Task item
Images are to be left out when the records below are printed word for word.

(Stored data entries)
===============

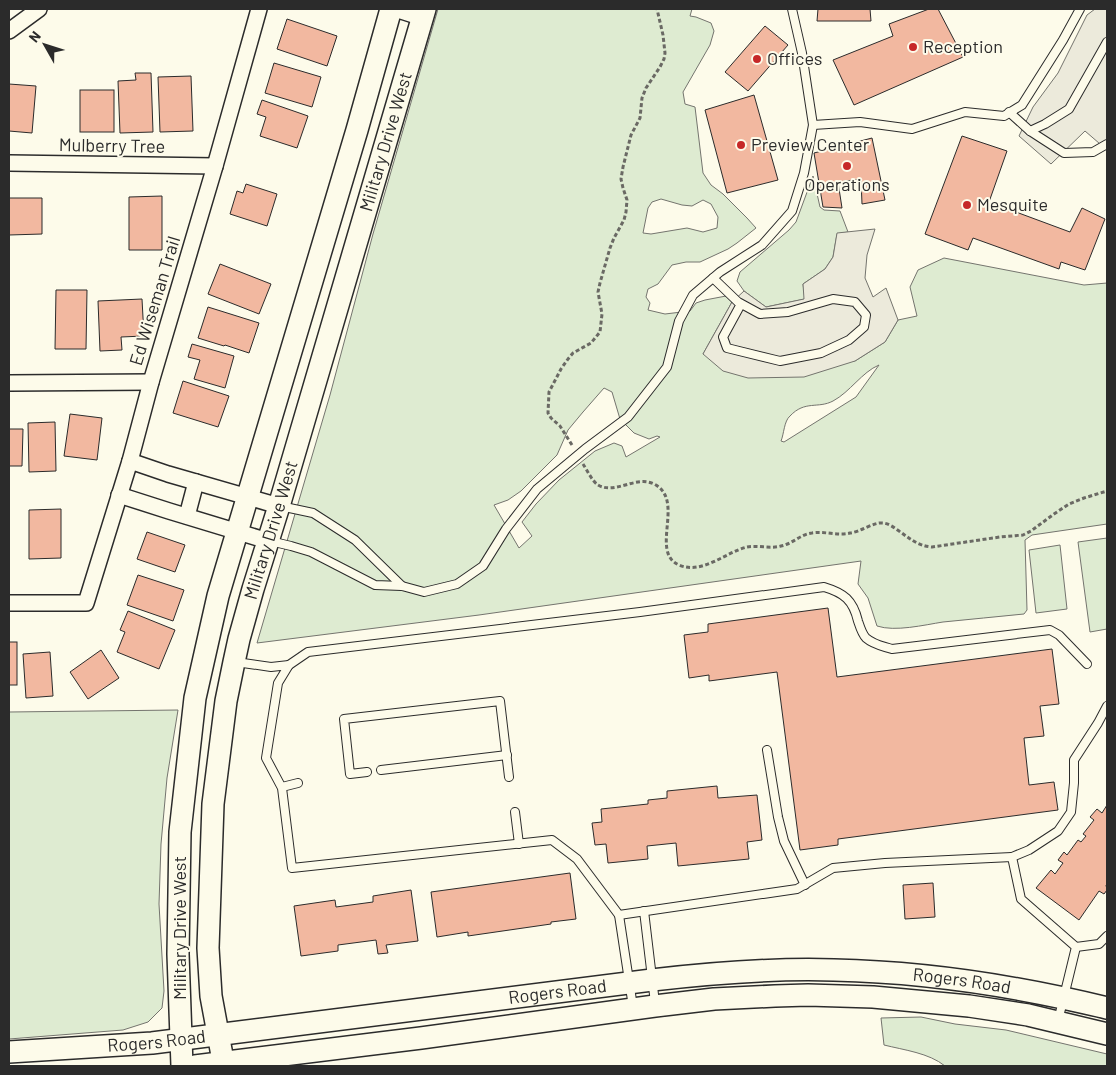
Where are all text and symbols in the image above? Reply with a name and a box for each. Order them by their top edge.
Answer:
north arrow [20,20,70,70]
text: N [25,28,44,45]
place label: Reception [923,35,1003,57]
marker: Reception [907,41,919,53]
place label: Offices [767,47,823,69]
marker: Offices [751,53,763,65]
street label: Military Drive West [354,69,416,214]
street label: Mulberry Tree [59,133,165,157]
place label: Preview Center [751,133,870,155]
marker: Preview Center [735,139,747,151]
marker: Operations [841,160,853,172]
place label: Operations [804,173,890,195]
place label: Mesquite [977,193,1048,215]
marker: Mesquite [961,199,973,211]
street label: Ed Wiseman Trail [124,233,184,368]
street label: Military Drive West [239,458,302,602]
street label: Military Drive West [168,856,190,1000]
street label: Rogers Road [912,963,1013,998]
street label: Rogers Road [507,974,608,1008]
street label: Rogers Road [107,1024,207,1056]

===============

Answer below
Where are all text and symbols in the image above? Reply with a name and a box for each. Order them by their top edge.
Answer:
north arrow [20,20,70,70]
text: N [25,28,44,45]
place label: Reception [923,35,1003,57]
marker: Reception [907,41,919,53]
place label: Offices [767,47,823,69]
marker: Offices [751,53,763,65]
street label: Military Drive West [354,69,416,214]
street label: Mulberry Tree [59,133,165,157]
place label: Preview Center [751,133,870,155]
marker: Preview Center [735,139,747,151]
marker: Operations [841,160,853,172]
place label: Operations [804,173,890,195]
place label: Mesquite [977,193,1048,215]
marker: Mesquite [961,199,973,211]
street label: Ed Wiseman Trail [124,233,184,368]
street label: Military Drive West [239,458,302,602]
street label: Military Drive West [168,856,190,1000]
street label: Rogers Road [912,963,1013,998]
street label: Rogers Road [507,974,608,1008]
street label: Rogers Road [107,1024,207,1056]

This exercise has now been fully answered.